| Task |
Only the records, repeated exactly, should make up the response.
___
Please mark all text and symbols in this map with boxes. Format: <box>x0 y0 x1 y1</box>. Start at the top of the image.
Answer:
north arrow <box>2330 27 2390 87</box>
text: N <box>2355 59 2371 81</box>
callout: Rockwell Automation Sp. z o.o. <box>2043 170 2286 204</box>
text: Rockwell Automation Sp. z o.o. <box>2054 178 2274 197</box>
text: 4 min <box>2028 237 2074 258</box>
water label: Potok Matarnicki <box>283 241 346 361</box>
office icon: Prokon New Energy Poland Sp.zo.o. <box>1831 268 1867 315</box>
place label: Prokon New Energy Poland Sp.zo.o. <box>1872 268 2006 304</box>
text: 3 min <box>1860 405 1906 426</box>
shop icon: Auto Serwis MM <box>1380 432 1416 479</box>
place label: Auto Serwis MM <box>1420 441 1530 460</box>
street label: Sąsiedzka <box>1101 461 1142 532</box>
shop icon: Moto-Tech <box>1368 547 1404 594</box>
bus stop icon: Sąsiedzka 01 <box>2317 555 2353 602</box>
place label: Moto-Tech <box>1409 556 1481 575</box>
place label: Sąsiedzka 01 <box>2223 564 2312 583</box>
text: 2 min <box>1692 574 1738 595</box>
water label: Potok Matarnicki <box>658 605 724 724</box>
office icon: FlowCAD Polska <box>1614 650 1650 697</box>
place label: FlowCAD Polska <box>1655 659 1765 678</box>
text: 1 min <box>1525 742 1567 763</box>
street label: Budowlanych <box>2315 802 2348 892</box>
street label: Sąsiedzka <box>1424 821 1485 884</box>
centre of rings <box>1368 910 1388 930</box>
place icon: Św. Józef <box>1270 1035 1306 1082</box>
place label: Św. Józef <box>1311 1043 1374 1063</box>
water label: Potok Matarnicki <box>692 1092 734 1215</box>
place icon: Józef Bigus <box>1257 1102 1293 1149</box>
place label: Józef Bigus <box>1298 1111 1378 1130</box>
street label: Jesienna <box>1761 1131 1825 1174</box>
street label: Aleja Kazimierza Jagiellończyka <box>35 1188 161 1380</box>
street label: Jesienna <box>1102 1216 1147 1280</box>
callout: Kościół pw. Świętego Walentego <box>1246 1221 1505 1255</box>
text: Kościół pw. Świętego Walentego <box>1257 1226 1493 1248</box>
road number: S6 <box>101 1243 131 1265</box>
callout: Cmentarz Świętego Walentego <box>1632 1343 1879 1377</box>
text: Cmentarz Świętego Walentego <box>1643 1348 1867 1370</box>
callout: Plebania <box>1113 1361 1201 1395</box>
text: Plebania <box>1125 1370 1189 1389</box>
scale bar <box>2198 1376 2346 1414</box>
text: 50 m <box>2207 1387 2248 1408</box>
___
| Answer |
Please mark all text and symbols in this map with boxes. Format: <box>x0 y0 x1 y1</box>. Start at the top of the image.
Answer:
north arrow <box>2330 27 2390 87</box>
text: N <box>2355 59 2371 81</box>
callout: Rockwell Automation Sp. z o.o. <box>2043 170 2286 204</box>
text: Rockwell Automation Sp. z o.o. <box>2054 178 2274 197</box>
text: 4 min <box>2028 237 2074 258</box>
water label: Potok Matarnicki <box>283 241 346 361</box>
office icon: Prokon New Energy Poland Sp.zo.o. <box>1831 268 1867 315</box>
place label: Prokon New Energy Poland Sp.zo.o. <box>1872 268 2006 304</box>
text: 3 min <box>1860 405 1906 426</box>
shop icon: Auto Serwis MM <box>1380 432 1416 479</box>
place label: Auto Serwis MM <box>1420 441 1530 460</box>
street label: Sąsiedzka <box>1101 461 1142 532</box>
shop icon: Moto-Tech <box>1368 547 1404 594</box>
bus stop icon: Sąsiedzka 01 <box>2317 555 2353 602</box>
place label: Moto-Tech <box>1409 556 1481 575</box>
place label: Sąsiedzka 01 <box>2223 564 2312 583</box>
text: 2 min <box>1692 574 1738 595</box>
water label: Potok Matarnicki <box>658 605 724 724</box>
office icon: FlowCAD Polska <box>1614 650 1650 697</box>
place label: FlowCAD Polska <box>1655 659 1765 678</box>
text: 1 min <box>1525 742 1567 763</box>
street label: Budowlanych <box>2315 802 2348 892</box>
street label: Sąsiedzka <box>1424 821 1485 884</box>
centre of rings <box>1368 910 1388 930</box>
place icon: Św. Józef <box>1270 1035 1306 1082</box>
place label: Św. Józef <box>1311 1043 1374 1063</box>
water label: Potok Matarnicki <box>692 1092 734 1215</box>
place icon: Józef Bigus <box>1257 1102 1293 1149</box>
place label: Józef Bigus <box>1298 1111 1378 1130</box>
street label: Jesienna <box>1761 1131 1825 1174</box>
street label: Aleja Kazimierza Jagiellończyka <box>35 1188 161 1380</box>
street label: Jesienna <box>1102 1216 1147 1280</box>
callout: Kościół pw. Świętego Walentego <box>1246 1221 1505 1255</box>
text: Kościół pw. Świętego Walentego <box>1257 1226 1493 1248</box>
road number: S6 <box>101 1243 131 1265</box>
callout: Cmentarz Świętego Walentego <box>1632 1343 1879 1377</box>
text: Cmentarz Świętego Walentego <box>1643 1348 1867 1370</box>
callout: Plebania <box>1113 1361 1201 1395</box>
text: Plebania <box>1125 1370 1189 1389</box>
scale bar <box>2198 1376 2346 1414</box>
text: 50 m <box>2207 1387 2248 1408</box>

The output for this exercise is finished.